Material for this task START
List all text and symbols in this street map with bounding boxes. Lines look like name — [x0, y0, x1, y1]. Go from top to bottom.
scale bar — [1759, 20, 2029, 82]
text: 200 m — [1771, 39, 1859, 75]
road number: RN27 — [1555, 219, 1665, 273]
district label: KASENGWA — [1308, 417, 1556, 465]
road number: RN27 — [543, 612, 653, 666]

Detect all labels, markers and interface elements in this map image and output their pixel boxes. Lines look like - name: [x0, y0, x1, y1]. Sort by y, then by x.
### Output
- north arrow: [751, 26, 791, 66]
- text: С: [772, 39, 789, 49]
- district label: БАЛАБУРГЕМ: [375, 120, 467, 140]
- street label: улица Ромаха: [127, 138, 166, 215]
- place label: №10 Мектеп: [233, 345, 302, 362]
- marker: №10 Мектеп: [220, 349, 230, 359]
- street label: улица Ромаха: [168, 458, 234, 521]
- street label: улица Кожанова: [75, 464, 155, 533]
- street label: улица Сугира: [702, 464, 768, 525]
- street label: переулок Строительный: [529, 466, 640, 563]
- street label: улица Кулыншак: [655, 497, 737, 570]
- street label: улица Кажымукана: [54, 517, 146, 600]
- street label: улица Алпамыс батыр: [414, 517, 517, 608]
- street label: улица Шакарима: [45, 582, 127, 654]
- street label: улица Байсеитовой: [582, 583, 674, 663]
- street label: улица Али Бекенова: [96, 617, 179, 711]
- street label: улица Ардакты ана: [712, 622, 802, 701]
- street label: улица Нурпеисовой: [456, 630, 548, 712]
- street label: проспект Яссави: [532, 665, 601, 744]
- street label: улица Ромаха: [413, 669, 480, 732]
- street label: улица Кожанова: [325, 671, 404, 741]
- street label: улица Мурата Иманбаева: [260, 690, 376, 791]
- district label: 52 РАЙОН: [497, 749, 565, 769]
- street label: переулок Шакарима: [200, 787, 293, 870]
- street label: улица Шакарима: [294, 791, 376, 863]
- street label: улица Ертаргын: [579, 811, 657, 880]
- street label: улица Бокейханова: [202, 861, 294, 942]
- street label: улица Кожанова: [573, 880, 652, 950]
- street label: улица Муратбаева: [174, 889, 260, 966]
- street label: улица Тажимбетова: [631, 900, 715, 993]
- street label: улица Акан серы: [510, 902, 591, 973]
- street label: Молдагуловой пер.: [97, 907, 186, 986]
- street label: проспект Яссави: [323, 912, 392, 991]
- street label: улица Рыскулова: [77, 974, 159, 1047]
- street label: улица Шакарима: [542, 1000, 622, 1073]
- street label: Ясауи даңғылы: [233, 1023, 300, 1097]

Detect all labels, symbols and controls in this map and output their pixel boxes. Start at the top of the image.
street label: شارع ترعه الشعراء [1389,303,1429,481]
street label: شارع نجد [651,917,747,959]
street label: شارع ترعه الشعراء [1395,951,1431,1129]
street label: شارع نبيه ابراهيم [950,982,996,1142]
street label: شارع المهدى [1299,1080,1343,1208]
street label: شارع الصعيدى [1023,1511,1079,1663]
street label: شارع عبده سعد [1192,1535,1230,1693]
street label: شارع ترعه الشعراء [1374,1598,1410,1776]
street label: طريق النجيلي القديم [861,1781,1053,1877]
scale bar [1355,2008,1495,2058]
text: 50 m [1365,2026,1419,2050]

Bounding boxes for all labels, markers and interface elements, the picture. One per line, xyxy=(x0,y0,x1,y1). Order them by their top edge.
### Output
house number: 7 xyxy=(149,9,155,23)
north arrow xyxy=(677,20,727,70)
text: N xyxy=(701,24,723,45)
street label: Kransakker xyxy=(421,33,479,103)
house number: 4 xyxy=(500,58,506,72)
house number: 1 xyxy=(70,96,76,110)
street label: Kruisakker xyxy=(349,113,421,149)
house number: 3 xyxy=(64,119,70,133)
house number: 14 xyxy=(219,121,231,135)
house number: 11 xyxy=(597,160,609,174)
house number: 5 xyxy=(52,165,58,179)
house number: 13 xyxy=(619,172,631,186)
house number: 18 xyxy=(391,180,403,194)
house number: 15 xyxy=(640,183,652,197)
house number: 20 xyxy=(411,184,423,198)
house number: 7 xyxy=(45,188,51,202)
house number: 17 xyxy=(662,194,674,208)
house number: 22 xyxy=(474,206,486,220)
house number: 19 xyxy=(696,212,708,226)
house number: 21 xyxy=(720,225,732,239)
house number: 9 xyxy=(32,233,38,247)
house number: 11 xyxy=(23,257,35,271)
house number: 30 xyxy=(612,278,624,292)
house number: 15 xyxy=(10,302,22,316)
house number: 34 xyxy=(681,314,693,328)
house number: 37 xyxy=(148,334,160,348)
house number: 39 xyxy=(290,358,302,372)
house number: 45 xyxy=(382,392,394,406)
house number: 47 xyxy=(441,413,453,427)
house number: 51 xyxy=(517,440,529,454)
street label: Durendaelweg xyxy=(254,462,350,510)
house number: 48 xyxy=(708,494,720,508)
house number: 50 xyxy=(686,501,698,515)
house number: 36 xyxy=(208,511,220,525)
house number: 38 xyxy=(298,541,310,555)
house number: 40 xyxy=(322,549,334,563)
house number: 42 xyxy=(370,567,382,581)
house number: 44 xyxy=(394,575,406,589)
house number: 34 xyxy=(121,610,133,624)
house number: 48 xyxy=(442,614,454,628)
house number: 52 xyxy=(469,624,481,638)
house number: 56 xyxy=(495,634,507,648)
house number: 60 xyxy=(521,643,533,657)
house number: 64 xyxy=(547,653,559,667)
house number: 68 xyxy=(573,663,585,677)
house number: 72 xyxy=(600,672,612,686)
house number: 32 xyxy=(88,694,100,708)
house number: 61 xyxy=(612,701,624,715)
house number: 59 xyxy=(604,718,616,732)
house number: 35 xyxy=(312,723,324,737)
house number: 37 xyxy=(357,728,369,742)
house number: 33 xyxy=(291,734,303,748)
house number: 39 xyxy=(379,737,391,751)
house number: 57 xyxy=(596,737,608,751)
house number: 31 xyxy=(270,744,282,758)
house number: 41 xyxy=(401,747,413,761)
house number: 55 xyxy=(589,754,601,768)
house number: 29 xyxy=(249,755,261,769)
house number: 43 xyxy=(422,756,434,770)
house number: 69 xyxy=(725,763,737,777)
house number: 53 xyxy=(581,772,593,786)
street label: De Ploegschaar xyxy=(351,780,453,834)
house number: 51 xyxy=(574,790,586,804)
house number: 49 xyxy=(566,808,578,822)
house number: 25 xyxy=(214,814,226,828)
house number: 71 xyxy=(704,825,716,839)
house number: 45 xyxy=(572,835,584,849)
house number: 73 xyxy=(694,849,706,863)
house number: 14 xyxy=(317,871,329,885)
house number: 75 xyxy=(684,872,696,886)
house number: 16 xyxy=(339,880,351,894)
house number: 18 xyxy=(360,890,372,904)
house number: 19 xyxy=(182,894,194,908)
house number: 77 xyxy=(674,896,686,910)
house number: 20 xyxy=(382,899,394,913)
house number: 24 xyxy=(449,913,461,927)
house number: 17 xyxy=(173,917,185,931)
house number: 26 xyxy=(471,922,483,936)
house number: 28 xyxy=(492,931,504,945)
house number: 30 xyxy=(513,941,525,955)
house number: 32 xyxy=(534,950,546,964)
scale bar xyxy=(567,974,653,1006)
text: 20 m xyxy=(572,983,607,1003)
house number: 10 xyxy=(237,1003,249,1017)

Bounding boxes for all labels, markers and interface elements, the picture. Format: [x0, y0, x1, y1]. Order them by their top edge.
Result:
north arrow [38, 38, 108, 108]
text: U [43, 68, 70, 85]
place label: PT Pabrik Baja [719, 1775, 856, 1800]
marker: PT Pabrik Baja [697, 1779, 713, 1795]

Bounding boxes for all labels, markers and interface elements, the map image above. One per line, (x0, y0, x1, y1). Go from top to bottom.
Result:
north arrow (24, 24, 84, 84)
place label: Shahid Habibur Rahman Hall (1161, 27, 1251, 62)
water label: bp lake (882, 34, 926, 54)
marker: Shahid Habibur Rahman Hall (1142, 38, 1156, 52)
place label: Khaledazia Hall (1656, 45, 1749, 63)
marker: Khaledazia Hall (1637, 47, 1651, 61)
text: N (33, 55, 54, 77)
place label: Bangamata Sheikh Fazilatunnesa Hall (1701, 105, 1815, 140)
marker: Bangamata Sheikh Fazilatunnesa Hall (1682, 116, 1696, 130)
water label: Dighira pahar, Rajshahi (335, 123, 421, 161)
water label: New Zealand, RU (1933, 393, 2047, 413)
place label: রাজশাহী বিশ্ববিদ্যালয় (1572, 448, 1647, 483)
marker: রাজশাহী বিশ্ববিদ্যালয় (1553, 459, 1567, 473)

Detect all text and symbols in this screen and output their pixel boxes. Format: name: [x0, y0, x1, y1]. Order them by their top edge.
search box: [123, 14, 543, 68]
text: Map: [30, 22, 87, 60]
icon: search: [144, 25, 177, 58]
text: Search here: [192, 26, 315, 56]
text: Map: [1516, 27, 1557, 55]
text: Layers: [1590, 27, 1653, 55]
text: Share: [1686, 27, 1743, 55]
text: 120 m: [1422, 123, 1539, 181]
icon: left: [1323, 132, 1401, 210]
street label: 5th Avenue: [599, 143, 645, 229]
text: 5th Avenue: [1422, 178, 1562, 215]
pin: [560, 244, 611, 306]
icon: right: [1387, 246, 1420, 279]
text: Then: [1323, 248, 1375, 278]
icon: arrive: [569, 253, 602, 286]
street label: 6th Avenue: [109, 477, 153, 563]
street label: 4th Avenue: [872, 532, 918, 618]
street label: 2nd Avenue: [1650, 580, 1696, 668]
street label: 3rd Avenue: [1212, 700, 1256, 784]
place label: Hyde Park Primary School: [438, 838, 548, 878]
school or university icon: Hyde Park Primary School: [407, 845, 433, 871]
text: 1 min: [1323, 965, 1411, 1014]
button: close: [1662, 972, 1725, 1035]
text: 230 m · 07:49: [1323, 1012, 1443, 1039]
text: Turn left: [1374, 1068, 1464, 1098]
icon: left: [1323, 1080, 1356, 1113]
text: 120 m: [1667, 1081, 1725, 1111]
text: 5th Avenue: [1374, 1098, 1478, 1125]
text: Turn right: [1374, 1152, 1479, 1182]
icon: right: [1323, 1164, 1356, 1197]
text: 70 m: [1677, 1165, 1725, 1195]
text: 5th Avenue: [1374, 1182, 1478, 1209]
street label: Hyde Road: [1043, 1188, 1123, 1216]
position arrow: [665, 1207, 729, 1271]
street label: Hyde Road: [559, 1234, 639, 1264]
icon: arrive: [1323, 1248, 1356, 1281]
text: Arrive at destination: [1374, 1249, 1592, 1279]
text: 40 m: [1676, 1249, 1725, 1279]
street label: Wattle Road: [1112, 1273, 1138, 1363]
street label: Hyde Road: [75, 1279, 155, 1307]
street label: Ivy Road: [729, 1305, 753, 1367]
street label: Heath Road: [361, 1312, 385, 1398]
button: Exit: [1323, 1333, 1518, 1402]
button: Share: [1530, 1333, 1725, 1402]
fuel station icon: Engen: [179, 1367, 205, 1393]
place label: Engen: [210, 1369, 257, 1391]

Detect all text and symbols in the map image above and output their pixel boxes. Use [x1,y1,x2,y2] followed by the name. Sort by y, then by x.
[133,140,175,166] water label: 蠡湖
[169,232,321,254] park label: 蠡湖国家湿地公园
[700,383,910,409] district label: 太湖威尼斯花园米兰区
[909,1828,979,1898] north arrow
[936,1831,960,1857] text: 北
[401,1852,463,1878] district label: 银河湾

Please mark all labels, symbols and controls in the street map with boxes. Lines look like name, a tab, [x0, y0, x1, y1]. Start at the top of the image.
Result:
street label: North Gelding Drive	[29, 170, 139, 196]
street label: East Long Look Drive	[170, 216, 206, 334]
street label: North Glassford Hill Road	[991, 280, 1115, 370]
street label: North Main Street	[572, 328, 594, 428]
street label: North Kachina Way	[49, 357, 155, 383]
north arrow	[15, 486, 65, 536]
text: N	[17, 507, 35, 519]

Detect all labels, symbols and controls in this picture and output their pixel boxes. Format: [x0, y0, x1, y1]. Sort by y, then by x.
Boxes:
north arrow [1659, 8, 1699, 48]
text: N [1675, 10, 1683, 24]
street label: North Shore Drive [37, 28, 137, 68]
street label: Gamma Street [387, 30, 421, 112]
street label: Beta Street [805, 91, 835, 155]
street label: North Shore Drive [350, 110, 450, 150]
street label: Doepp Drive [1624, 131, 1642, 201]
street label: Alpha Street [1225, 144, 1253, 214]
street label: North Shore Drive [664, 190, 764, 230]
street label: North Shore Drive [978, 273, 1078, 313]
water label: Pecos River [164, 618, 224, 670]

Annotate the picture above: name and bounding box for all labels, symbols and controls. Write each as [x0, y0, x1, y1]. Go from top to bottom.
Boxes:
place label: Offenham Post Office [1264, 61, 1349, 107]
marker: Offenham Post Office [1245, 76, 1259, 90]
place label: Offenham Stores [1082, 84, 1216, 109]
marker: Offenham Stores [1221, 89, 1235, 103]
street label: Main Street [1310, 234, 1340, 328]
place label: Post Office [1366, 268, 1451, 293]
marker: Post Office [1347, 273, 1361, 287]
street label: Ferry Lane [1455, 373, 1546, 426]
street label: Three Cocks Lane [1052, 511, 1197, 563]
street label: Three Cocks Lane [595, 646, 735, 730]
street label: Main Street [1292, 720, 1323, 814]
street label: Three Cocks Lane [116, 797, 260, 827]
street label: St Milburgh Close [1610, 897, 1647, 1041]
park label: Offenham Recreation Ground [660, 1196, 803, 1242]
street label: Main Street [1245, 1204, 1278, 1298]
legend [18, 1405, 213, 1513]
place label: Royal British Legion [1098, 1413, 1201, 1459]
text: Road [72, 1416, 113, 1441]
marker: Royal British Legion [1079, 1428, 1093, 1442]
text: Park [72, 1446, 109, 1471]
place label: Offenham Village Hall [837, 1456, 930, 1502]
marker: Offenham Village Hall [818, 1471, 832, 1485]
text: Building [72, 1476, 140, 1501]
Material for this task END
> **Exercise**
Starting at the first line of the records, print each line exactly, stopping after the line that contains "Detect all labels, markers".

> **Answer section**
List all text and symbols in this street map with bounding boxes. Lines look like name — [x0, y0, x1, y1]. Go from top to bottom.
scale bar — [1759, 20, 2029, 82]
text: 200 m — [1771, 39, 1859, 75]
road number: RN27 — [1555, 219, 1665, 273]
district label: KASENGWA — [1308, 417, 1556, 465]
road number: RN27 — [543, 612, 653, 666]

Detect all labels, markers and interface elements in this map image and output their pixel boxes. Lines look like - name: [x0, y0, x1, y1]. Sort by y, then by x.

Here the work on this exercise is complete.